→ **Exercise**: Restate the data that follows exactly as it stands, beginning with the first line and ending with the line that contains "Serialize what can".

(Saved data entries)
------------------------------

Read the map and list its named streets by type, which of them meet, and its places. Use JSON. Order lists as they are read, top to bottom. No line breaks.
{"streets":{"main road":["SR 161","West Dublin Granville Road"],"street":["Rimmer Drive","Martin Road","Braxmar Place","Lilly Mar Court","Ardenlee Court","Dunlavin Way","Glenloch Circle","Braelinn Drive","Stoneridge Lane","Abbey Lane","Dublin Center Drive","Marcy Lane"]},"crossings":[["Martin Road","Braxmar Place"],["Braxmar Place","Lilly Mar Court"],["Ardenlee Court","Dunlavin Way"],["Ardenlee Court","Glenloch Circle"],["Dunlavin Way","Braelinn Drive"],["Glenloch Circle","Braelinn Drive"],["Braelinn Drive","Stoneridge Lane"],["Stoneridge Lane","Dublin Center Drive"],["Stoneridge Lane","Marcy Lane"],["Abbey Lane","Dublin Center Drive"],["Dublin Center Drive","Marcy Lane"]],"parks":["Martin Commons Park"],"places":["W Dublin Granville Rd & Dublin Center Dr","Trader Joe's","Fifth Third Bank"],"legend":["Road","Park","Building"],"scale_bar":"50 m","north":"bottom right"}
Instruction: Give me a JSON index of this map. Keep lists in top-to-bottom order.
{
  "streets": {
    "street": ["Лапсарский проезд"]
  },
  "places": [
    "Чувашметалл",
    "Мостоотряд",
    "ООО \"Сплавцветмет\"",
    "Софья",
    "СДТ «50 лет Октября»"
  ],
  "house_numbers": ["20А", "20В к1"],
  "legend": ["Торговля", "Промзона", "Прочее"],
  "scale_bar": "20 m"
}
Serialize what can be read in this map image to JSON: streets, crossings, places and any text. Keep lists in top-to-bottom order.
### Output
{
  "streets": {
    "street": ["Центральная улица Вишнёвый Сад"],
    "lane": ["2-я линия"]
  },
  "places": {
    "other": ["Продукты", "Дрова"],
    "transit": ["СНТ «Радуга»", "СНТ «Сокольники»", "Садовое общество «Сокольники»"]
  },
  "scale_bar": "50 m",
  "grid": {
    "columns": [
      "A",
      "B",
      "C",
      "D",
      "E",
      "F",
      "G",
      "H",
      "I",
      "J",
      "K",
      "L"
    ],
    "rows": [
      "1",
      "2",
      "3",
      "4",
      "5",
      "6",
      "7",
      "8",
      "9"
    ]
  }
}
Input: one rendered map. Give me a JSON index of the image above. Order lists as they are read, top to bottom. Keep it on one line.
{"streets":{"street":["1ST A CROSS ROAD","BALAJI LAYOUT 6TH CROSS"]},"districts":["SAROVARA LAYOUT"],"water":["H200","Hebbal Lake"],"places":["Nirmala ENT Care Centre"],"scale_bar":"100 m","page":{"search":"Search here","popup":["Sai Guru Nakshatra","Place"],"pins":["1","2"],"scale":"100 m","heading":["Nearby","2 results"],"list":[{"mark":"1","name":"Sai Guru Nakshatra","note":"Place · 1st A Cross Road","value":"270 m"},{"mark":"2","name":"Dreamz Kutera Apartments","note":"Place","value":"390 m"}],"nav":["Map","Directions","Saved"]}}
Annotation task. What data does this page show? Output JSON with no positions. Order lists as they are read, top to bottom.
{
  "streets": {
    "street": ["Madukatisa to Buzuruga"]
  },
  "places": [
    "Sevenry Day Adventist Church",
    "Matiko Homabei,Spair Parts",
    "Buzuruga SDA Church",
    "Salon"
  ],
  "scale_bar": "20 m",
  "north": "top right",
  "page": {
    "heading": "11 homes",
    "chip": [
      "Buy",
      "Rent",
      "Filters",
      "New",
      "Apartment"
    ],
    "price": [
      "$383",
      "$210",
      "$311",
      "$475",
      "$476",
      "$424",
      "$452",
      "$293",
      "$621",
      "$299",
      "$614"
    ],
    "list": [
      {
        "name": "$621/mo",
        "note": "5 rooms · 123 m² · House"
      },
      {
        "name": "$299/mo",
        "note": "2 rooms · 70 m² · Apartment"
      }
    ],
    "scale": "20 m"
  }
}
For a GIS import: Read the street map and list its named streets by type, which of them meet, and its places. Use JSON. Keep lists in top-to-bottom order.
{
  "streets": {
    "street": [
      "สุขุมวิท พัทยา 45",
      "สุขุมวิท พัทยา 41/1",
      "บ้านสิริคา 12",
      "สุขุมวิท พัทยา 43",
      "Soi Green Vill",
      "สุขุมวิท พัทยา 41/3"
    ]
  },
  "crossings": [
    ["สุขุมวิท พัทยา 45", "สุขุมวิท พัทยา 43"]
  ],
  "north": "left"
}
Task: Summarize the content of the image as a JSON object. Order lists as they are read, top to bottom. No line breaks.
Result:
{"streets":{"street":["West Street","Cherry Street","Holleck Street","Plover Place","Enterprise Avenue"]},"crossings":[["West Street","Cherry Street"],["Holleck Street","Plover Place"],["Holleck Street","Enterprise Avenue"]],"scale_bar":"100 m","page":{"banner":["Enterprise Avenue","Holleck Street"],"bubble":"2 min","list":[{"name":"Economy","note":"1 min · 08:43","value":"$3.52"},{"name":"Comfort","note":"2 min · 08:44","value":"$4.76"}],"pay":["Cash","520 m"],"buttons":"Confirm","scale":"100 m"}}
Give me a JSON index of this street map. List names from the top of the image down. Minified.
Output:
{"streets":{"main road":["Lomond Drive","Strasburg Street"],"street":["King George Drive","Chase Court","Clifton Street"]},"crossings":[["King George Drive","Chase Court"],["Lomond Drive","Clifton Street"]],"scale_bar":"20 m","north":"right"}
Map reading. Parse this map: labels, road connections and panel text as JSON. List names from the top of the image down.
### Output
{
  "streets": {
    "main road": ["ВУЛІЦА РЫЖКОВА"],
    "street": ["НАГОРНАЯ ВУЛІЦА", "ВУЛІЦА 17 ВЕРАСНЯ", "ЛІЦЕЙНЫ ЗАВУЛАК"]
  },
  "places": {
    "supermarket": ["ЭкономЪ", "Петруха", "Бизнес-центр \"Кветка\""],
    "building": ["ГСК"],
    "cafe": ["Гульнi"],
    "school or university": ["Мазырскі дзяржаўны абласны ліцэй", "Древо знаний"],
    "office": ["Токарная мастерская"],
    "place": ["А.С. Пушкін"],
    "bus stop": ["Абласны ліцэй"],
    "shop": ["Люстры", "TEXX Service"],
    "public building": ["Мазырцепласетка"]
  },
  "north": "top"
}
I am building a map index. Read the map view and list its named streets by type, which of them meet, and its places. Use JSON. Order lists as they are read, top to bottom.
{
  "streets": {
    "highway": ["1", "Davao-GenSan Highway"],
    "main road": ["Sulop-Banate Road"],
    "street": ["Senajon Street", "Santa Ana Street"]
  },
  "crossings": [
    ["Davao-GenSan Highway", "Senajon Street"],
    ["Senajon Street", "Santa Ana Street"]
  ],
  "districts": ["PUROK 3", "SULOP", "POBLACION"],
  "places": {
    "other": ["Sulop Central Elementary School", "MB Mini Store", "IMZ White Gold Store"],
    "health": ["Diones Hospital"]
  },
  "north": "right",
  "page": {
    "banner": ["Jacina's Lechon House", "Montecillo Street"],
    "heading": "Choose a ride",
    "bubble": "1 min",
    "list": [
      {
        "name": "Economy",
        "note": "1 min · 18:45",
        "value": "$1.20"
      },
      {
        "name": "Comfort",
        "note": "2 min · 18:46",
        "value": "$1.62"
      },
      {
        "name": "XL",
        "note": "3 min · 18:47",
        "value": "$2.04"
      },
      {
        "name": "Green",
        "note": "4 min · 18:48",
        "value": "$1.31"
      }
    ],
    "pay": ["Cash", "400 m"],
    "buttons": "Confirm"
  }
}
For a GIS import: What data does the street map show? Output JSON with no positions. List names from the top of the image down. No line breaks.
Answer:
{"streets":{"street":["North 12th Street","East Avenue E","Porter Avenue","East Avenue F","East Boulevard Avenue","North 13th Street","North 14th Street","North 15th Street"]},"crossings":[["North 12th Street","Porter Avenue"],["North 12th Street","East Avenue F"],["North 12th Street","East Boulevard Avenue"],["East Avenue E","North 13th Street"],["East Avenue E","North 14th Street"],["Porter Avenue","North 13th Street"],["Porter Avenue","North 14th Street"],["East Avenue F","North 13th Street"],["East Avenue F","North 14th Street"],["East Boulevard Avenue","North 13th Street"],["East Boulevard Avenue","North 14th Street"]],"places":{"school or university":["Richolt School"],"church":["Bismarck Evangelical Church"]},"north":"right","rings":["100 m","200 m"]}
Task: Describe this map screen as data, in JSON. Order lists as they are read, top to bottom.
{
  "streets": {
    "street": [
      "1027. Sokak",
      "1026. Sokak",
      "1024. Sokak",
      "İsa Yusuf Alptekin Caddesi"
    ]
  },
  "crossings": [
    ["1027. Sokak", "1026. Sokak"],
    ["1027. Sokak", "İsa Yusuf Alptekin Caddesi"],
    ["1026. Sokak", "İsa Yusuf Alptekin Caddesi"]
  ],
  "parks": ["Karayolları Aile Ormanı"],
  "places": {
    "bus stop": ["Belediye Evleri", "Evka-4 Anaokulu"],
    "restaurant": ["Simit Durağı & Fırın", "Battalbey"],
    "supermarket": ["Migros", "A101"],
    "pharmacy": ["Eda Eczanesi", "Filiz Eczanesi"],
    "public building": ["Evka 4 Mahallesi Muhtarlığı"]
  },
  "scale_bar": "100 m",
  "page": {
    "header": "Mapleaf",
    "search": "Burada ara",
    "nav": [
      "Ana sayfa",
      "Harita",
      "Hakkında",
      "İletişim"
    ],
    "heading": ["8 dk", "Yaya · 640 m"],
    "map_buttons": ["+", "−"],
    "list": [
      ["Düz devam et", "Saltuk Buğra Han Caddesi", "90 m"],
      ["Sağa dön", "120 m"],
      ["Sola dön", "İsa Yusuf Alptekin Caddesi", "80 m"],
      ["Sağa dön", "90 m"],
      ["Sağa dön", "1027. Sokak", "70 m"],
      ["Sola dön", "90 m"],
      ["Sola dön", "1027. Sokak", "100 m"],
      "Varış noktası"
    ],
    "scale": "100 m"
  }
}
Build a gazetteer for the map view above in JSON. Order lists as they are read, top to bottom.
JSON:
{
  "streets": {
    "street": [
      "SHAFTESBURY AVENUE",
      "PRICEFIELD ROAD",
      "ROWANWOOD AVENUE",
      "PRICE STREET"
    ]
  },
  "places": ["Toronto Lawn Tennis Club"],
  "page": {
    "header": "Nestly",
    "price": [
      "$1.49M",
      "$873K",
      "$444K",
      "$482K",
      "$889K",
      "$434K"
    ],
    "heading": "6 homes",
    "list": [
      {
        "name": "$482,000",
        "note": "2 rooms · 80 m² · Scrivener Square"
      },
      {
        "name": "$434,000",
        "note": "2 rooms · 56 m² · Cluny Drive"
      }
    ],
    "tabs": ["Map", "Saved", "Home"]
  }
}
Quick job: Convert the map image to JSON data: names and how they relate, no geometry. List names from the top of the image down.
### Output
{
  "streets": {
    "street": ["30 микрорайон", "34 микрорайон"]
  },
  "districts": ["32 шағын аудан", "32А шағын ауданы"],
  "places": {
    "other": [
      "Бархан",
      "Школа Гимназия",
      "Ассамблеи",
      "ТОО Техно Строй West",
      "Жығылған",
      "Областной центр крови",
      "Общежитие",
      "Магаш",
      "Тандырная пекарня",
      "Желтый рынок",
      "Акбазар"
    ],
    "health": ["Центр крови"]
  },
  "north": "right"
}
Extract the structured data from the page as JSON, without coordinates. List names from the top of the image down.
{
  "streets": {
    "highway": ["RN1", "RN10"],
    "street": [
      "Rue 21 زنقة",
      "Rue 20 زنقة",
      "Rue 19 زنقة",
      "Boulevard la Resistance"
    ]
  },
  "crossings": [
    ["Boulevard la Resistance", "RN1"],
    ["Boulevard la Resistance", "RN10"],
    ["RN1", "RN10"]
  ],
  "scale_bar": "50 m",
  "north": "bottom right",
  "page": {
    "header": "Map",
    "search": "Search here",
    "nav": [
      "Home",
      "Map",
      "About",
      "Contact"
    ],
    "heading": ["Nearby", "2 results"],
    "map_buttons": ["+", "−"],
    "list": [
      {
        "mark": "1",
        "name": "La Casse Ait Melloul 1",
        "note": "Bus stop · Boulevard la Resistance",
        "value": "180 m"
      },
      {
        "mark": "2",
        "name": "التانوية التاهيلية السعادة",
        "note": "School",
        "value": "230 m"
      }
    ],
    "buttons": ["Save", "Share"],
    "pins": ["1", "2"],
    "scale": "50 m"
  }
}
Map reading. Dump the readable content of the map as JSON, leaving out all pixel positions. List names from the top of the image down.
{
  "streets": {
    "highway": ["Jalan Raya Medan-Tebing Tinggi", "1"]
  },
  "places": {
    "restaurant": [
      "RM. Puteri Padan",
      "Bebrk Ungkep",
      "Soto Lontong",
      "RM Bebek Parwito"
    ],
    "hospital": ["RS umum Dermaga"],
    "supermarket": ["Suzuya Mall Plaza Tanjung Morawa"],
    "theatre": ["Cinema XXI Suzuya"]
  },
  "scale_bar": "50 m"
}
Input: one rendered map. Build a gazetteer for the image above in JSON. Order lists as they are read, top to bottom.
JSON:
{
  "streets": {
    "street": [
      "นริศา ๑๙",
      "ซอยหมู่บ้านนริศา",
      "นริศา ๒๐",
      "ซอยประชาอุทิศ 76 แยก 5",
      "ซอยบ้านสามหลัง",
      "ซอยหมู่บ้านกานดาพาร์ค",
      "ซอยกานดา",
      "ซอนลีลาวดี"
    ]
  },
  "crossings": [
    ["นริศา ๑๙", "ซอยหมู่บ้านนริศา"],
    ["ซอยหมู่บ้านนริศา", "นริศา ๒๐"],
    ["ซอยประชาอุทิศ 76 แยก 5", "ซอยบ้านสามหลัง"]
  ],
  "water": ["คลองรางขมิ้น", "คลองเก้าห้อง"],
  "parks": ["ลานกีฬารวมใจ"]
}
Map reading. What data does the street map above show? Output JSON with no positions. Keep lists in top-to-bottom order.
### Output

------------------------------

→ **Solved exercise**:
Read the map and list its named streets by type, which of them meet, and its places. Use JSON. Order lists as they are read, top to bottom. No line breaks.
{"streets":{"main road":["SR 161","West Dublin Granville Road"],"street":["Rimmer Drive","Martin Road","Braxmar Place","Lilly Mar Court","Ardenlee Court","Dunlavin Way","Glenloch Circle","Braelinn Drive","Stoneridge Lane","Abbey Lane","Dublin Center Drive","Marcy Lane"]},"crossings":[["Martin Road","Braxmar Place"],["Braxmar Place","Lilly Mar Court"],["Ardenlee Court","Dunlavin Way"],["Ardenlee Court","Glenloch Circle"],["Dunlavin Way","Braelinn Drive"],["Glenloch Circle","Braelinn Drive"],["Braelinn Drive","Stoneridge Lane"],["Stoneridge Lane","Dublin Center Drive"],["Stoneridge Lane","Marcy Lane"],["Abbey Lane","Dublin Center Drive"],["Dublin Center Drive","Marcy Lane"]],"parks":["Martin Commons Park"],"places":["W Dublin Granville Rd & Dublin Center Dr","Trader Joe's","Fifth Third Bank"],"legend":["Road","Park","Building"],"scale_bar":"50 m","north":"bottom right"}
Instruction: Give me a JSON index of this map. Keep lists in top-to-bottom order.
{
  "streets": {
    "street": ["Лапсарский проезд"]
  },
  "places": [
    "Чувашметалл",
    "Мостоотряд",
    "ООО \"Сплавцветмет\"",
    "Софья",
    "СДТ «50 лет Октября»"
  ],
  "house_numbers": ["20А", "20В к1"],
  "legend": ["Торговля", "Промзона", "Прочее"],
  "scale_bar": "20 m"
}
Serialize what can be read in this map image to JSON: streets, crossings, places and any text. Keep lists in top-to-bottom order.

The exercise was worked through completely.